Although, when we compared the Scottish Student against the English student, we used lights a little less bright. Also using a little backlighting, as we explain how Scottish Student’s needn’t pay tuition fees. The lighting given to the English student is dimmer, as we show something unfair, leaving a negative impression upon the Labour Party. Then, at the end, with the celebration, we use exaggerated top lighting and filler lights, to give the all-round effect of a brighter future with the Liberal Democrats. That just about covers lighting, are there any questions before I go any further?

(Waits) Ok then. Secondly, I would like to explain to you the use of colour given in the broadcast. We take advantage of playing on the subconscious of the viewers, subliminally using colours of the various parties. For instance, as Charles Kennedy introduces himself, only your mind’s eye may have noticed the large yellow wall in the background. This technique causes your mind to acknowledge the fact that he is talking about the Liberal Democrats, while the party colour painted on the wall helps associate the two.

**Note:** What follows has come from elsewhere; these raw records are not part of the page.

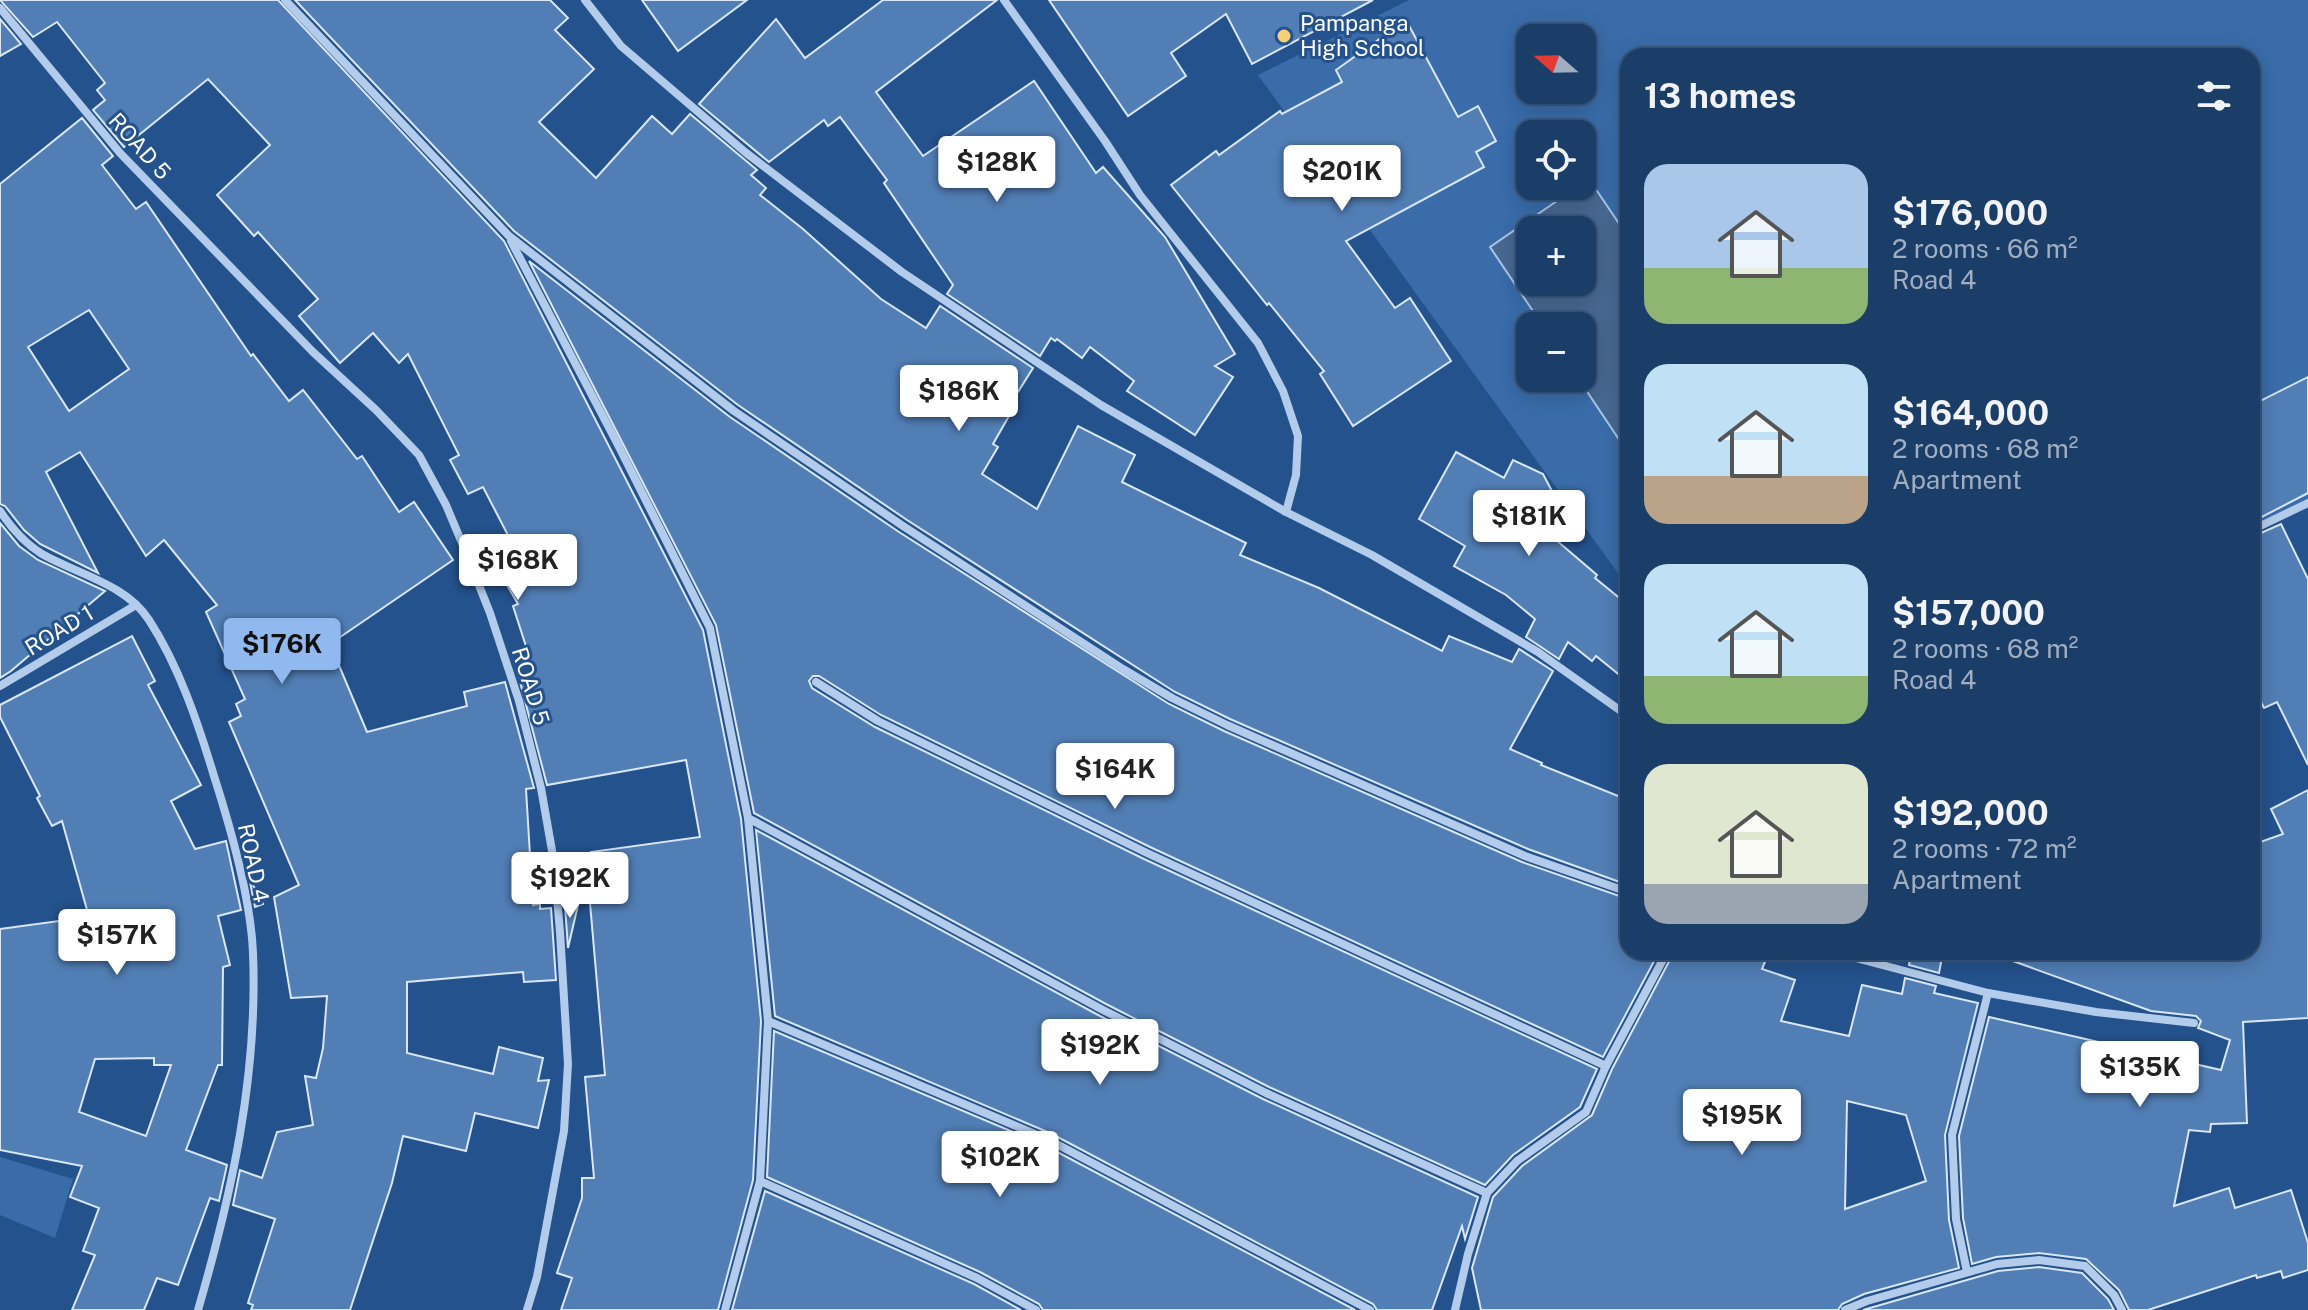 <!DOCTYPE html>
<html lang="en">
<head>
<meta charset="utf-8">
<style>
  body { margin:0; font-family:"Public Sans",sans-serif; background:#24456f; color:#f1f3f6; height:100vh; display:flex; flex-direction:column; font-size:30px; white-space:nowrap }
  * { box-sizing:border-box; margin:0 }
  p { font-size:26px; color:#a0aec0 }
  .icon { flex:none; width:44px; height:44px; fill:none; stroke:currentColor; stroke-width:2; stroke-linecap:round; stroke-linejoin:round }
  .map { position:relative; flex:1; overflow:hidden }
  .sheet { position:absolute; left:1620px; top:48px; width:640px; height:912px; display:flex; flex-direction:column; background:#1b3e69; border-radius:24px; box-shadow:0 4px 20px #0003,0 0 0 2px #39577d }
  .sheet>* { flex:none }
  .needle { width:52px; rotate:290deg }
  .tools { position:absolute; left:1516px; top:24px; display:grid; gap:16px }
  .tools a { display:grid; place-items:center; width:80px; height:80px; border-radius:16px; background:#1b3e69; box-shadow:0 4px 20px #0003,0 0 0 2px #39577d; font-size:40px }
  .price { position:absolute; translate:-50% -68px; padding:0 18px; border-radius:8px; background:#fff; color:#222; font-size:26px; line-height:52px; filter:drop-shadow(0 2px 4px #0008) }
  .price::after { content:''; position:absolute; left:50%; top:48px; width:24px; height:18px; margin-left:-12px; background:inherit; clip-path:polygon(0 0,100% 0,50% 100%) }
  .price.current { background:#90b9f0; color:#111 }
  ul { padding:0; list-style:none }
  li { display:flex; align-items:center; gap:24px; height:200px; padding:0 24px }
  li span { display:grid; place-items:center; flex:none; width:224px; height:160px; border-radius:24px; color:#555 }
  li>.icon { margin-inline-start:auto }
  span .icon { width:96px; height:96px; fill:#fffc; stroke-width:1 }
  li b { font-size:34px }
  h2 { display:flex; justify-content:space-between; align-items:center; height:96px; padding:0 24px; font-size:34px }
  .map>svg:first-child { display:block }
  .green { fill:#396ca9; fill-rule:evenodd }
  .water { fill:#486892; stroke:#a7c7eb; stroke-width:2; fill-rule:evenodd }
  .building { fill:#517eb5; stroke:#d8e6f8; stroke-width:2; fill-rule:evenodd }
  .lines { fill:none; stroke-linecap:round; stroke-linejoin:round }
  .minor { stroke:#b3cceb; stroke-width:8 }
  .poi-dot { fill:#f5d077; stroke:#24528c; stroke-width:3 }
  .labels { text-anchor:middle; dominant-baseline:central; stroke-width:6; stroke-linejoin:round; paint-order:stroke }
  .poi-label { font-size:22px; fill:#fff; stroke:#24528c; text-anchor:start }
  .street-label { font-size:22px; fill:#fff; stroke:#24528c }
</style>
</head>
<body>
<div class="map">
<svg width="2308" height="1310" viewBox="0 0 2308 1310">
  <rect width="100%" height="100%" fill="#24528c"/>
  <g class="green">
    <path d="M1409,0H2308V500L2252,527V56H1628V587L1258,75ZM1530,38H1582V90H1530ZM1530,134H1582V186H1530ZM1530,230H1582V282H1530ZM1530,326H1582V378H1530Z"/>
    <path d="M0,1157L73,1179L55,1238L0,1215Z"/>
  </g>
  <path class="water" d="M1589,179L1628,237V453L1578,378H1582V326H1543L1490,247ZM1530,230H1582V282H1530Z"/>
  <g class="building">
    <path d="M0,0H278L504,241L703,630L741,819L761,1021L753,1180L718,1310H561L572,1278L557,1273L582,1198V1178H594L585,1077L605,1075L590,903L597,902L591,852L700,837L686,760L547,785L519,678L533,675L532,665L513,606L518,604L504,580L525,568L483,487L468,494L450,460L459,455L408,354L399,363L373,333L340,363L299,316L318,299L258,232L254,236L217,195L270,145L208,79L124,147L93,110L105,100L97,90L105,83L57,22L33,37Z"/>
    <path d="M295,0H550L568,18L555,30L594,69L539,122L596,178L652,116L672,134L690,114L757,170L751,175L766,188L760,195L803,229L881,299L926,328L940,306L1033,368L1013,400L1017,402L993,444L998,447L982,474L1037,509L1078,426L1135,455L1122,482L1246,543L1240,555L1319,588L1442,651L1449,636L1512,662L1519,649L1553,671L1510,749L1542,763L1541,765L1628,800V885L1528,849L1230,719L1175,692L907,520L738,405L514,231Z"/>
    <path d="M642,0H747L678,51Z"/>
    <path d="M883,0H997L876,92L923,156L1034,81L1096,173L1103,167L1165,237L1235,354L1215,366L1233,377L1195,435L1127,391L1134,381L1090,347L1082,358L1057,339L1055,341L1051,338L1040,356L947,294L953,285L884,183L887,180L840,117L828,126L824,120L769,162L699,104L776,19L805,58Z"/>
    <path d="M1049,0H1373L1252,64L1226,14L1171,53L1186,76L1128,116Z"/>
    <path d="M0,19L21,44L0,56Z"/>
    <path d="M1406,20L1458,117L1478,106L1496,141L1476,152L1484,167L1346,241L1395,308L1410,298L1451,361L1353,426L1320,374L1324,371L1269,303L1267,305L1171,185L1216,151L1219,155L1280,111L1282,114L1342,82L1336,70Z"/>
    <path d="M82,118L113,156L102,165L136,209L146,202L251,356L253,354L289,401L303,390L357,459L362,456L399,512L414,502L453,560L330,644L367,732L467,706L464,692L505,682L534,788L526,789L533,905L540,904V909L551,908L556,980L524,982L523,972L407,982V1053L493,1074L499,1047L543,1058L538,1081L549,1080L538,1128L475,1113L466,1151L403,1136L392,1183L350,1310H251L253,1305L248,1303L275,1219L233,1205L240,1170L262,1178L277,1132L313,1125L305,1076L316,1078L323,1048L327,996L291,998L274,897L299,885L229,722L241,716L236,704L245,699L206,612L217,605L164,540L146,556L80,452L46,472L98,573L40,544L24,530L5,506L0,504V184ZM89,310L129,369L69,411L28,347Z"/>
    <path d="M529,261L730,417L899,532L1169,704L1224,731L1522,862L1628,899V952H1659L1603,1057L1150,847L881,715L819,676H813L809,681L812,688L875,727L1144,859L1597,1069L1580,1107L1513,1155L1485,1185L1269,1087L1106,1004L754,813L716,625Z"/>
    <path d="M2308,377V493L2252,522V405Z"/>
    <path d="M1456,452L1504,478L1513,460L1543,474L1565,516L1556,540L1597,575L1595,578L1628,605V682L1596,656L1592,661L1568,642L1559,659L1526,637L1535,619L1506,595L1454,566L1465,546L1419,519Z"/>
    <path d="M0,523L19,546L38,560L105,591L11,671L0,678Z"/>
    <path d="M2281,524L2308,579V765L2277,702L2264,708L2252,684V537Z"/>
    <path d="M132,636L155,681L148,685L201,785L171,801L195,849L226,841L241,910L218,916L230,965L223,967L222,1065H218L186,1150L227,1165L219,1201L210,1198L178,1285L157,1278L144,1310H72L95,1255L83,1251L99,1208L70,1197L82,1166L0,1150V929L89,917L62,821L52,826L37,798L40,796L0,717V705ZM154,1058V1065H171L146,1136L79,1112L95,1059Z"/>
    <path d="M2308,790V1018L2243,1022L2247,1123L2211,1124L2210,1132L2189,1130L2174,1206L2229,1188L2235,1208L2291,1190L2308,1243V1270L2283,1278L2281,1271L2257,1278L2256,1275L2148,1310H2129L2119,1290L2086,1259L2039,1253L1996,1257L1972,1264L1963,1218L1959,1136L1989,1017L2221,1070L2230,1040L2198,1028L2201,1021L2196,1016L2151,1011L1999,956V952H2252V845L2283,834L2271,809Z"/>
    <path d="M756,830L1100,1016L1263,1099L1478,1197L1465,1239L1462,1226L1432,1310H1377L1373,1304L1052,1134L775,1016Z"/>
    <path d="M249,877L263,904L255,907Z"/>
    <path d="M578,905L568,948L565,906Z"/>
    <path d="M1674,952H1769L1762,969L1795,980L1781,1021L1849,1036L1862,985L1902,994L1905,978L1936,986L1934,993L1978,1003L1945,1135L1949,1220L1959,1268L1864,1294L1842,1304L1838,1310H1481L1472,1268L1493,1197L1522,1166L1592,1115L1612,1069ZM1847,1101L1906,1115L1926,1181L1845,1209Z"/>
    <path d="M1911,952H1943L1939,973L1909,965Z"/>
    <path d="M774,1031L1046,1146L1355,1310H1043L1039,1304L980,1272L767,1177Z"/>
    <path d="M765,1191L974,1284L1021,1310H732Z"/>
    <path d="M2039,1267L2082,1273L2108,1299L2114,1310H1863L1998,1271Z"/>
  </g>
  <g class="lines">
    <g class="minor">
      <path d="M285,0L509,236L734,411L903,526L1123,669L1172,698L1227,725L1525,856L1628,892"/>
      <path d="M585,0L621,46L745,152L902,272L1101,405L1286,512L1372,555L1538,652L1628,716"/>
      <path d="M1004,0L1105,141L1140,195L1258,343L1283,391L1298,436L1296,475L1286,512"/>
      <path d="M0,8L120,153L313,352L376,410L419,455L446,505L467,555L490,613L519,701L541,788L554,862L560,932L568,1064L564,1131L537,1277L527,1310"/>
      <path d="M511,241L617,443L710,628L748,818L768,1021L760,1181L725,1310"/>
      <path d="M0,511C12,529 24,543 42,554C77,574 126,584 149,620C179,666 198,723 214,776C230,826 251,901 253,953C258,1075 232,1193 198,1310"/>
      <path d="M2252,530L2308,503"/>
      <path d="M816,682L878,721L1147,853L1606,1066"/>
      <path d="M0,686L136,605"/>
      <path d="M748,818L1103,1010L1266,1093L1487,1193"/>
      <path d="M1833,952L1988,993L2096,1012L2194,1023"/>
      <path d="M768,1021L1049,1140L1370,1310"/>
      <path d="M760,1181L977,1278L1036,1310"/>
      <path d="M1967,1272L1956,1219L1952,1135L1988,993"/>
      <path d="M1455,1310L1468,1254L1487,1193L1517,1161L1586,1112L1606,1066L1667,952"/>
      <path d="M1845,1310L1867,1301L1997,1264L2039,1260L2085,1266L2114,1295L2122,1310"/>
    </g>
  </g>
  <circle class="poi-dot" cx="1284" cy="36" r="8"/>
  <g class="labels">
    <g class="poi-label">
      <text x="1300" y="23">Pampanga<tspan x="1300" dy="25">High School</tspan></text>
    </g>
    <g class="street-label">
      <text transform="translate(140 146) rotate(48)">ROAD 5</text>
      <text transform="translate(59 630) rotate(-31)">ROAD 1</text>
      <text transform="translate(531 686) rotate(73)">ROAD 5</text>
      <text transform="translate(254 863) rotate(78)">ROAD 4</text>
    </g>
  </g>
</svg>
<div class="tools">
<a><svg class="needle" viewBox="-14 -14 28 28"><path d="M0-13l5 13h-10z" fill="#e53935"/><path d="M0 13l5-13h-10z" fill="#a0aec0"/></svg></a>
<a><svg class="icon" aria-label="locate" viewBox="0 0 24 24"><circle cx="12" cy="12" r="6"/><path d="M12 2v4M12 18v4M2 12h4M18 12h4"/></svg></a>
<a>+</a>
<a>−</a>
</div>
<b class="price" style="left:997px;top:204px">$128K</b>
<b class="price" style="left:1342px;top:213px">$201K</b>
<b class="price" style="left:959px;top:433px">$186K</b>
<b class="price" style="left:1529px;top:558px">$181K</b>
<b class="price" style="left:518px;top:602px">$168K</b>
<b class="price current" style="left:282px;top:686px">$176K</b>
<b class="price" style="left:1115px;top:811px">$164K</b>
<b class="price" style="left:570px;top:920px">$192K</b>
<b class="price" style="left:117px;top:977px">$157K</b>
<b class="price" style="left:1100px;top:1087px">$192K</b>
<b class="price" style="left:2140px;top:1109px">$135K</b>
<b class="price" style="left:1742px;top:1157px">$195K</b>
<b class="price" style="left:1000px;top:1199px">$102K</b>
<section class="sheet">
<h2>13 homes<svg class="icon" aria-label="filters" viewBox="0 0 24 24"><path d="M4 7h16M4 17h16"/><circle cx="9" cy="7" r="2"/><circle cx="15" cy="17" r="2"/></svg></h2>
<ul>
<li><span style="background:linear-gradient(#a9c7e8 65%,#8fb573 0)"><svg class="icon" aria-label="home" viewBox="0 0 24 24"><path d="M3 11l9-7 9 7M6 9v11h12V9"/></svg></span><div><b>$176,000</b><p>2 rooms · 66 m²</p><p>Road 4</p></div></li>
<li><span style="background:linear-gradient(#bfe0f5 70%,#b9a48a 0)"><svg class="icon" aria-label="home" viewBox="0 0 24 24"><path d="M3 11l9-7 9 7M6 9v11h12V9"/></svg></span><div><b>$164,000</b><p>2 rooms · 68 m²</p><p>Apartment</p></div></li>
<li><span style="background:linear-gradient(#bfe0f5 70%,#8fb573 0)"><svg class="icon" aria-label="home" viewBox="0 0 24 24"><path d="M3 11l9-7 9 7M6 9v11h12V9"/></svg></span><div><b>$157,000</b><p>2 rooms · 68 m²</p><p>Road 4</p></div></li>
<li><span style="background:linear-gradient(#dfe7d0 75%,#9aa5b1 0)"><svg class="icon" aria-label="home" viewBox="0 0 24 24"><path d="M3 11l9-7 9 7M6 9v11h12V9"/></svg></span><div><b>$192,000</b><p>2 rooms · 72 m²</p><p>Apartment</p></div></li>
</ul>
</section>
</div>
</body>
</html>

He speaks of how things would be better with the Liberal Democrats.

This technique is used again in the classroom scene, when Frankie Fawcett’s father is speaking, with a yellow wall in the background. In contrast, the use of party colours can be used to create a negative impression. When you see Charles Kennedy talking about how bad the train service is, you will see him wearing a blue tie. Blue being the colour of the Conservative party, suggesting that things haven’t changed even since the Conservatives were replaced. But then he speaks of how the Lib Dems can improve the situation, just as a yellow train goes by. Their super-imposed graphics used throughout the broadcast are also yellow.

Some colours used in the broadcast help portray the mood of the situation. For example, near the beginning of the broadcast, in the classroom, the white painted walls maybe reflect the innocence of the children, however this may also symbolise hope – hope that if the Liberal Democrats win the election, the class sizes will ultimately reduce. Furthermore, the red colour of the chairs and books inside the classroom may signify the cause of the large class sizes to be Labour’s fault, although it may stand for the anger towards the situation – emphasising negativity towards the current ruling of Labour.

We use drab colours in the station scene that involves the commuter, to show how dull and depressing the process of commuting is. If you look carefully at the shots inside the train, you may notice a blue train rushing past. Even the colour of the clothes worn by commuters may suggest their emotion – red, their anger toward the problem of the rail service. During the scenes involving the University Students, the Student Union Cards are red, emphasising the negativity towards the fact that English students must pay tuition fees.

And then, finishing off with lots of yellow- using the party colour to reflect the bright future and celebration. Moving on from colour, I will now explain the different uses of sound. Firstly, I thought it was interesting to find, that research shows that most people find the Scottish accent to be trust worthier, compared to harsher accents such as Liverpudlian. So it was convenient to have Charles Kennedy speaking at regular intervals in the broadcast. We also managed, when it came to non-diegetic speakers, to balance the ratio of male and female speakers.

This was used to avoid sexist impressions and also suggesting both genders show concern towards politics. Concerning the music used, we felt that we had to make a careful choice as to which music to use. With the music at the opening, we tried to make it sound universal- we want this broadcast to appeal to everyone, so we avoided using over-trendy typed music, nor did we opt for using old fashioned music that would deter the younger generation from watching. We used bright and cheery music for the opening, as the music sets the mood. The music at the end shared a similar style, although we included relevant lyrics ‘I’ve made up my mind’.